▶ Work instruction
The result should be every line of the listing that contains "serif".

━━━━━━━━━━━━━━━━

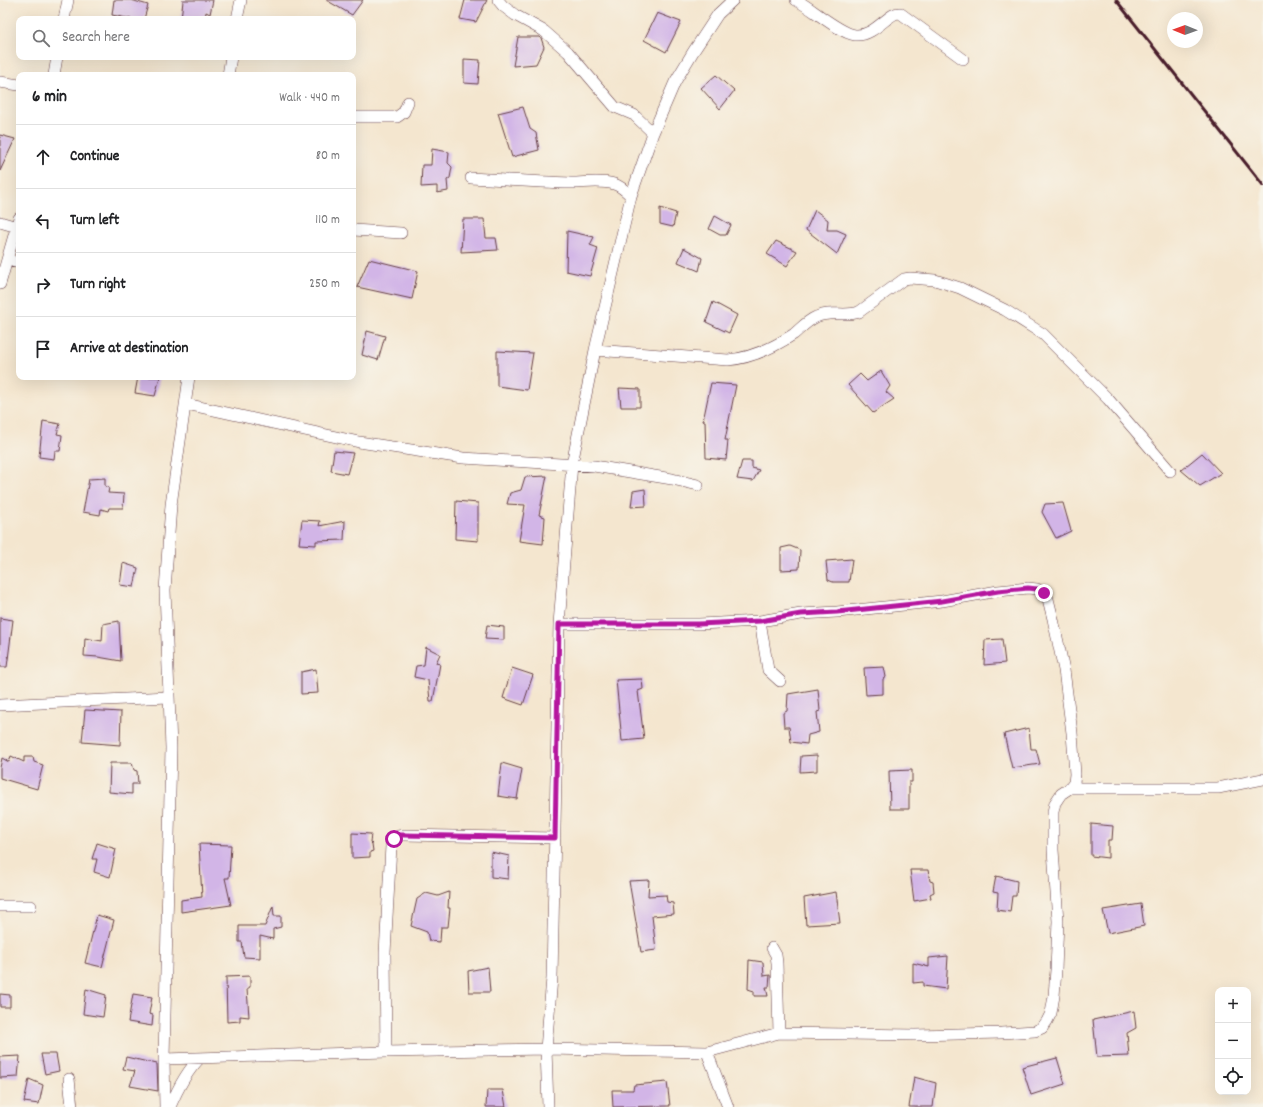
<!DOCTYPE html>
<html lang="en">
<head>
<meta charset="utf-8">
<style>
  :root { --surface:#fff; --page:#f6f6f6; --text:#202124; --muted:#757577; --line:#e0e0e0 }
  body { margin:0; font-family:Dekko,sans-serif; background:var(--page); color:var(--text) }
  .controls { position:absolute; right:12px; bottom:12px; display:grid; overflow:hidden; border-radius:8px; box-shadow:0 4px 16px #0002 }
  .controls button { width:36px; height:36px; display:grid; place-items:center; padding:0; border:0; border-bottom:1px solid var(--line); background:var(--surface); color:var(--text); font:20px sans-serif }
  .compass { position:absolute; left:1167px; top:12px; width:36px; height:36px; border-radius:50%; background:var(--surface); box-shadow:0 4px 16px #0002; rotate:271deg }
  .stop { position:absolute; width:12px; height:12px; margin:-9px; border:3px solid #b5179e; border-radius:50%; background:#fff }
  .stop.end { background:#b5179e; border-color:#fff; box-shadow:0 1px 4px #0008 }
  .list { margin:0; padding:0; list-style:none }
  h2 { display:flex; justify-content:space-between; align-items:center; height:52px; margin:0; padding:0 16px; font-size:17px }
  h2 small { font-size:13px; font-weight:400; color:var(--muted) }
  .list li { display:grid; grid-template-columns:26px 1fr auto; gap:12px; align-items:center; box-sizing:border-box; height:64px; padding:0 16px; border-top:1px solid var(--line) }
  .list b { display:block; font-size:15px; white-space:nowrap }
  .list em { font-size:13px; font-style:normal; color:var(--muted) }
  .icon { flex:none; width:22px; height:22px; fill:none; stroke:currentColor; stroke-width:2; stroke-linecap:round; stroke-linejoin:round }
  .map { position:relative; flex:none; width:1263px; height:1107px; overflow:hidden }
  .search { position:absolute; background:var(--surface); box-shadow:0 4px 16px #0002; left:16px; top:16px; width:340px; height:44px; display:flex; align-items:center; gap:10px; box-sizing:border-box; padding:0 14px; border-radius:8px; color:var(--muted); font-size:15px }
  .panel { position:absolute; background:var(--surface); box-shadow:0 4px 16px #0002; left:16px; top:72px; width:340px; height:308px; border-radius:8px }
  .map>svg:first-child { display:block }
  .building { fill:#d2b5e7 }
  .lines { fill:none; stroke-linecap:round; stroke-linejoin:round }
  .minor-casing { stroke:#643d44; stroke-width:12 }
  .minor { stroke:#fff; stroke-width:11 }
  .rail { stroke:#4a1f2b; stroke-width:3 }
  .route { stroke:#b5179e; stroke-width:5 }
</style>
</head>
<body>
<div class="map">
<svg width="1263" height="1107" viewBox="0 0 1263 1107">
  <rect width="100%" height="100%" fill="#f7f3e8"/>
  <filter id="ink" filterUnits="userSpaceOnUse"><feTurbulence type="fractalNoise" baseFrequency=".025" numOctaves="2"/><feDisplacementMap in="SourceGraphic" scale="8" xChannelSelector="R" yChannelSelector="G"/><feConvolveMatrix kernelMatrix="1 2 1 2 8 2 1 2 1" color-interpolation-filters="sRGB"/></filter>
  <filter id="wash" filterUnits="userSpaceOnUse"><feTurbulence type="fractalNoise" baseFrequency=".012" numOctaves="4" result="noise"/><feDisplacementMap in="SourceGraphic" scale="16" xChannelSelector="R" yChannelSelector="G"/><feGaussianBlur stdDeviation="0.9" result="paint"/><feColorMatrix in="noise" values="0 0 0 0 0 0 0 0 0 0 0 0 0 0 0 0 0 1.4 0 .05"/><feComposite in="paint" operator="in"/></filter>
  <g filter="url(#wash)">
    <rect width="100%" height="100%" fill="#f4e6cf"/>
    <g id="blocks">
      <path class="building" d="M 114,0 L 131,0 L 148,5 L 144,19 L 132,19 L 112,15 Z
        M 182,0 L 213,0 L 210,14 L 206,12 L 205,19 L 181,19 L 183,1 Z
        M 326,0 L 363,0 L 352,15 Z
        M 465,0 L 487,0 L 476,22 L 460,19 Z
        M 657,13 L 681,22 L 666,52 L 644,40 Z
        M 518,37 L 540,37 L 541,38 L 544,47 L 536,64 L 513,66 Z
        M 464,59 L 480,60 L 478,84 L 464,83 Z
        M 716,75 L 734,91 L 720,109 L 701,88 Z
        M 523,107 L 530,129 L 536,133 L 539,150 L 512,157 L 498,113 Z
        M 0,135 L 15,139 L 0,171 Z
        M 432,149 L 449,152 L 448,163 L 452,167 L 450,178 L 447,180 L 448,191 L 437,193 L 437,186 L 421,187 L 422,165 L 431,165 Z
        M 660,208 L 676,213 L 673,227 L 660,224 Z
        M 815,210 L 828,220 L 827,230 L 837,230 L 846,234 L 837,254 L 806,230 Z
        M 715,216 L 731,225 L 726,235 L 720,235 L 709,229 Z
        M 463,219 L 484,219 L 486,238 L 496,238 L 498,250 L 461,252 Z
        M 567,231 L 594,237 L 590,245 L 598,248 L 590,276 L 566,271 Z
        M 776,241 L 797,251 L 787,266 L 767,254 Z
        M 684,248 L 702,258 L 699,271 L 678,262 Z
        M 369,259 L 418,271 L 412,299 L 357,287 Z
        M 713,302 L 737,315 L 729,333 L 706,322 Z
        M 367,331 L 385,336 L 378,360 L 362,355 Z
        M 497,351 L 533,353 L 527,390 L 497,386 Z
        M 881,371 L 890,386 L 886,392 L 894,399 L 873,413 L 848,385 L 860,374 L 867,381 Z
        M 138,377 L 160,377 L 155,396 L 135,393 Z
        M 711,383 L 736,385 L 725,440 L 728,440 L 726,460 L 706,458 L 705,421 L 703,421 Z
        M 619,388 L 640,389 L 640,407 L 621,407 Z
        M 43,421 L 60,424 L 57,434 L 62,435 L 60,451 L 55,451 L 54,459 L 39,457 Z
        M 334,451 L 353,453 L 347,474 L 331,471 Z
        M 1202,453 L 1221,473 L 1200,486 L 1181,470 Z
        M 742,461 L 752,461 L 752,468 L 759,470 L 753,481 L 737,479 Z
        M 547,476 L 539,515 L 545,517 L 543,544 L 519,541 L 525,505 L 507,504 L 510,493 L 521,490 L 525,477 Z
        M 105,478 L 105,486 L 109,488 L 108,493 L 124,494 L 123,508 L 109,508 L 108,511 L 101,509 L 100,515 L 83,512 L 89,479 Z
        M 645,489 L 646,506 L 631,507 L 633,491 Z
        M 456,501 L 478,503 L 478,541 L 455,539 Z
        M 1063,503 L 1071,531 L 1056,538 L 1042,512 L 1045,504 Z
        M 302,520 L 320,521 L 319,526 L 345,521 L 344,540 L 316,541 L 316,545 L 299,544 Z
        M 790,546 L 800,550 L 799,569 L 781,570 L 781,548 Z
        M 852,559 L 849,582 L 833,582 L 828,580 L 826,561 Z
        M 123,563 L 138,568 L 134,587 L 120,585 Z
        M 0,618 L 13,620 L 7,667 L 0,667 Z
        M 119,621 L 121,661 L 98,657 L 84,656 L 85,638 L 102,641 L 103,624 Z
        M 487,625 L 504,627 L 504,640 L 485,639 Z
        M 1002,639 L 1005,663 L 984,665 L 985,640 Z
        M 426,647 L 440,654 L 436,663 L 440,664 L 433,701 L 430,701 L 428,680 L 414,677 L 416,666 L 424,665 Z
        M 884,667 L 886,677 L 883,679 L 883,694 L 866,695 L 864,668 Z
        M 512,668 L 533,675 L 523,705 L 503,698 Z
        M 316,669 L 318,693 L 301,694 L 301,672 Z
        M 642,679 L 643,689 L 638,691 L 644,739 L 622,741 L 616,680 Z
        M 818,689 L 820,711 L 817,712 L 819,732 L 808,735 L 807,744 L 791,742 L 789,727 L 784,727 L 783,713 L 787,711 L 788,694 Z
        M 85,710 L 121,712 L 120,745 L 82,742 Z
        M 1029,728 L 1031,749 L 1036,749 L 1040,764 L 1012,768 L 1004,734 Z
        M 817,755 L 817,771 L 800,772 L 801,756 Z
        M 11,756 L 24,762 L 24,757 L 33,757 L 34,762 L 43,765 L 37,789 L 0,778 L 0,768 L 2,758 L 9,762 Z
        M 110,763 L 132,763 L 134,770 L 137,771 L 138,784 L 132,784 L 132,794 L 109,792 Z
        M 502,763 L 522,769 L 517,799 L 498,796 Z
        M 912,770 L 912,782 L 909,782 L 909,809 L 890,809 L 889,771 Z
        M 1091,824 L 1113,826 L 1112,840 L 1108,840 L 1108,858 L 1091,856 Z
        M 352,833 L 371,834 L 370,842 L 372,844 L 373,851 L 370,852 L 370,857 L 352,858 Z
        M 97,843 L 116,849 L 110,877 L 94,872 L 97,859 L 92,859 Z
        M 199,844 L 231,845 L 229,878 L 225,878 L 231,905 L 181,912 L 181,900 L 202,897 Z
        M 491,852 L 509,856 L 508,879 L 491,877 Z
        M 910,870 L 928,870 L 930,881 L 933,882 L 934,892 L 930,894 L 931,898 L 914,901 Z
        M 996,876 L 1017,881 L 1016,896 L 1012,896 L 1010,912 L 997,910 L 998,893 L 993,892 Z
        M 649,880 L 648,896 L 666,895 L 667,902 L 673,903 L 674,914 L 652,916 L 656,950 L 641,952 L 629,881 Z
        M 449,892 L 448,908 L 450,908 L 448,927 L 441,927 L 440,942 L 429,941 L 427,932 L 411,926 L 417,899 L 426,893 L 438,896 Z
        M 836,892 L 840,923 L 806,925 L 804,898 Z
        M 1141,904 L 1144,926 L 1108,933 L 1103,910 Z
        M 273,906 L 274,916 L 281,916 L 281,927 L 273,929 L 273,939 L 260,936 L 260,958 L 244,957 L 242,942 L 239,942 L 239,926 L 265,926 Z
        M 97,915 L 114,920 L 102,967 L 85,963 Z
        M 948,956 L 946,989 L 923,986 L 923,982 L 913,983 L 913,963 L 929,967 L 929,958 Z
        M 749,960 L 763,962 L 764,976 L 770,975 L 769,987 L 766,987 L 768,996 L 754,996 L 754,991 L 748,989 Z
        M 488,967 L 490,992 L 469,992 L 468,971 Z
        M 250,976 L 250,987 L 247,989 L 249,1017 L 240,1016 L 240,1021 L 227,1022 L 226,977 Z
        M 86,989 L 106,995 L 103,1017 L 83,1014 Z
        M 0,994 L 10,995 L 10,1007 L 0,1007 Z
        M 133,994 L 152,997 L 149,1014 L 153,1015 L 152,1026 L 128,1022 Z
        M 1134,1011 L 1136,1028 L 1127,1033 L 1129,1056 L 1097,1057 L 1093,1020 Z
        M 41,1054 L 56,1054 L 59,1071 L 45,1074 Z
        M 20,1056 L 18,1077 L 0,1078 L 0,1057 Z
        M 126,1057 L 157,1064 L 158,1091 L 130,1086 L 135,1071 L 123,1069 Z
        M 1057,1058 L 1065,1084 L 1031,1095 L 1022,1067 Z
        M 914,1077 L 936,1083 L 933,1107 L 909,1107 Z
        M 29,1079 L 43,1085 L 39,1104 L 24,1102 Z
        M 667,1082 L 670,1106 L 613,1107 L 612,1090 L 633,1090 L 634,1085 Z
        M 487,1090 L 503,1090 L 506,1107 L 486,1107 Z"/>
    </g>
  </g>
  <g filter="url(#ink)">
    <use href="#blocks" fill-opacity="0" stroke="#643d44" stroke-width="1"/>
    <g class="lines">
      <g class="minor-casing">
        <path id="minor" d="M 498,0 L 503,6 L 515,15 L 544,31 L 568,52 L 615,107 L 634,115 L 653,133
          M 796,0 C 812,8 839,33 855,35 C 875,37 889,11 900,13 L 963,59
          M 64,19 L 68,0
          M 237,19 L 241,0
          M 54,75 L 57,57
          M 228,75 L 231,57
          M 0,82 L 19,85
          M 353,117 L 397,117 L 404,112 L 408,102
          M 471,178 C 504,180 538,182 571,183 C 585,183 601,180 614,184 C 621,186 626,191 631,196
          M 0,222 L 17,227
          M 353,230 L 401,233
          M 8,260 L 19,263
          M 0,284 L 19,218
          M 595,350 L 728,360 C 752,358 773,348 794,334 C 801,328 807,321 816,317 C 830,310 845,317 859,312 L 904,279 L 910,278 L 935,280 L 960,288 L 1005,310 L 1043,334 L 1108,399 L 1170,471
          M 186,404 L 359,442 L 463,458 L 594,466 L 672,479 L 698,485
          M 760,621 L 768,670 L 780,681
          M 0,705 L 168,697
          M 1070,788 L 1218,788 L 1263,779
          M 0,906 L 31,906
          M 772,948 L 776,955 L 777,963 L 779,1033
          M 386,1052 L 385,953 L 391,846 C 393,839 396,835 404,835 L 555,838
          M 707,1052 L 728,1107
          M 164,1059 L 386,1052 L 546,1049 L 707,1052 L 779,1033 L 915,1035 L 1001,1033 L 1035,1031 L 1042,1028 L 1047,1021 L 1051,1013 L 1054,996 L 1056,970 L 1058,921 L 1053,850 L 1053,812 L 1055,803 L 1061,794 L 1070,788 L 1074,783 L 1075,774 L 1072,733 L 1064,670 L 1053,619 L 1048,599 L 1044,593 L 1037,589 L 1028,588 L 998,591 L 942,601 L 837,612 L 801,614 L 760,621 L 699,624 L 559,624
          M 69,1079 L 72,1107
          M 165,1107 L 164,1059 L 171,748 L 165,590 L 171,505 L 189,377
          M 170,1107 C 177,1090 187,1071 200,1058
          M 548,1107 L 546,1049 L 552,978 L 559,624 L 572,464 L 595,350 L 631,196 L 653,133 L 675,82 L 693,52 L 718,14 L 733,0"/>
      </g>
      <use href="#minor" class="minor"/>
      <path class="rail" d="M 1116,0 L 1263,185"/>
    </g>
  </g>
  <g class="lines" filter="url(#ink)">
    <path class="route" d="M 394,839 L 398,835 L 404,835 L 555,838 L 559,624 L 699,624 L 760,621 L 801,614 L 837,612 L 942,601 L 998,591 L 1028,588 L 1037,589 L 1044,593"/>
  </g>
</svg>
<div class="controls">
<button>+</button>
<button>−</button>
<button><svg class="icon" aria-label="locate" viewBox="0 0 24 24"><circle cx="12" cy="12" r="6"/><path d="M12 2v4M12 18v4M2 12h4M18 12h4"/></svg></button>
</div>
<svg class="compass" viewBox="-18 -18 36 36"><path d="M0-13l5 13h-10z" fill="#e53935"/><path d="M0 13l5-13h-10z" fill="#757577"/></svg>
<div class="stop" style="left:394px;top:839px"></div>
<div class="stop end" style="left:1044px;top:593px"></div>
<div class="search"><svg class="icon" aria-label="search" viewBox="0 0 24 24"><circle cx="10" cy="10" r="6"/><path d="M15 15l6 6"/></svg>Search here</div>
<section class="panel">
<h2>6 min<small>Walk · 440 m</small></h2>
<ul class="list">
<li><svg class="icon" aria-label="ahead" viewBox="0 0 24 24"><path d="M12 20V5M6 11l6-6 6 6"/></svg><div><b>Continue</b></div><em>80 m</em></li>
<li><svg class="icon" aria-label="left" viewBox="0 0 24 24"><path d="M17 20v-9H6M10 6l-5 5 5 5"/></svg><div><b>Turn left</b></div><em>110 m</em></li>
<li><svg class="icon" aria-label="right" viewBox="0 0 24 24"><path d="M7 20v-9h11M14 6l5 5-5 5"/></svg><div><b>Turn right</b></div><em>250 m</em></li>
<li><svg class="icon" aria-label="arrive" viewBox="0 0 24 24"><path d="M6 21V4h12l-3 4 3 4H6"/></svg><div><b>Arrive at destination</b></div></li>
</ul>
</section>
</div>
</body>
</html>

━━━━━━━━━━━━━━━━

▶ Solution for this problem
  body { margin:0; font-family:Dekko,sans-serif; background:var(--page); color:var(--text) }
  .controls button { width:36px; height:36px; display:grid; place-items:center; padding:0; border:0; border-bottom:1px solid var(--line); background:var(--surface); color:var(--text); font:20px sans-serif }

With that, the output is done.